During Martial Law, several rules aiming to control the publications were set. In October 1978, the University Committee on School Publications (UCSP) was created. Its job was to censor every issue of the student publication.

In 1979, the student publication's name was changed to its present name. But even under a new name, the publication suffered the same old problems.

During the first decade of AP, its staffers fought for complete independence through fiscal autonomy and continued to battle censorship from the UCSP. In 1988, AP intensified its call for fiscal autonomy.
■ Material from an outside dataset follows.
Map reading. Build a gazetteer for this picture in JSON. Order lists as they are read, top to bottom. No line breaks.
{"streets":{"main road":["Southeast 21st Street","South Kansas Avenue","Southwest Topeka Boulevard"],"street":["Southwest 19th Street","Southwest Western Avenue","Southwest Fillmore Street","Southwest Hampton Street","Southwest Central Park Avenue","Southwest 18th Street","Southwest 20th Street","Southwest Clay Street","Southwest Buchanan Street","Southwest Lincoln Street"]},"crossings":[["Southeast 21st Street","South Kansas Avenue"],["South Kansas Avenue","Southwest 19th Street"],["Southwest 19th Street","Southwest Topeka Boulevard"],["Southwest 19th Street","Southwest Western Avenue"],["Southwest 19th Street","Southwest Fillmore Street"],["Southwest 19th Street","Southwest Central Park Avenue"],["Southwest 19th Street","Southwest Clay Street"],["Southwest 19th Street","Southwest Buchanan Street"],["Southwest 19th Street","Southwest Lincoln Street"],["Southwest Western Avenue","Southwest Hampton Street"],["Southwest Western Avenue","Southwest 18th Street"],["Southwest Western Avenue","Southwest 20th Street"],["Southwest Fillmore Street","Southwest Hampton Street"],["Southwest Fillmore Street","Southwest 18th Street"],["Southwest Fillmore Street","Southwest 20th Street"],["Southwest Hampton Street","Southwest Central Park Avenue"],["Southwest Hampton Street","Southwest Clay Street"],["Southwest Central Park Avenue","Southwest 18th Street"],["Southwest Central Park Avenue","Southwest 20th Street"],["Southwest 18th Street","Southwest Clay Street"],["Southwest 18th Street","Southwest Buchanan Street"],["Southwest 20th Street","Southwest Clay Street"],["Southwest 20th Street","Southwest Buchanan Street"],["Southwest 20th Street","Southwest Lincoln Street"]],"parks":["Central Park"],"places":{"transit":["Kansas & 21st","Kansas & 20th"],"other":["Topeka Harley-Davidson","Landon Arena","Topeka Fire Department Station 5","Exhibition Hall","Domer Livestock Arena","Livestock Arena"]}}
The AP staff believed that the publisher of AP is the students and the administration should have no control over it.

===The 1990s===
On May 10, 1991, fiscal autonomy was granted to AP by Board of Regents (BOR) Resolution No. 1462. This allowed the publication to directly collect fees from the students.

On August 6 of the following year, the AP staff, with George T. Amurao as editor-in-chief, registered the publication as Ang Pamantasan, Inc. in the Securities and Exchange Commission (SEC). AP became a non-stock, non-profit corporation and an independent entity inside PLM.

Before the second semester of 1992 began, a memorandum circular, dated October 22, was released, making the AP fee a non-prerequisite to enrollment. This became a major concern for the AP staff as it posed the possibility of having low collection turnouts. Several students, headed by AP Editor-in-Chief Ma. Cecilia Leaño and Supreme Student Council (SSC) President Mayonello Yanilla, protested by conducting a rally.

On July 30, 1993, the office of the President issued Administrative Order No. 14, stating the formation of an Ad Hoc Committee, which was tasked to conduct an examination for new staffers of AP. This was made without consultation with the current staffers of AP. Because of this, several AP staffers and supporters picketed at the PLM gate.

Meanwhile, as the results of the AP examinations conducted by the administration were released, Jose Gabriel Mabutas was chosen as the new chief editor. During that time, two APs existed – the AP Inc. and the AP that was recently formed and was led by Mabutas. The former tagged the latter as the "AP Bogus", which was able to publish only one issue. A few months later, PLM President Benjamin G. Tayabas suspended the collection of the publication fee because of internal problems.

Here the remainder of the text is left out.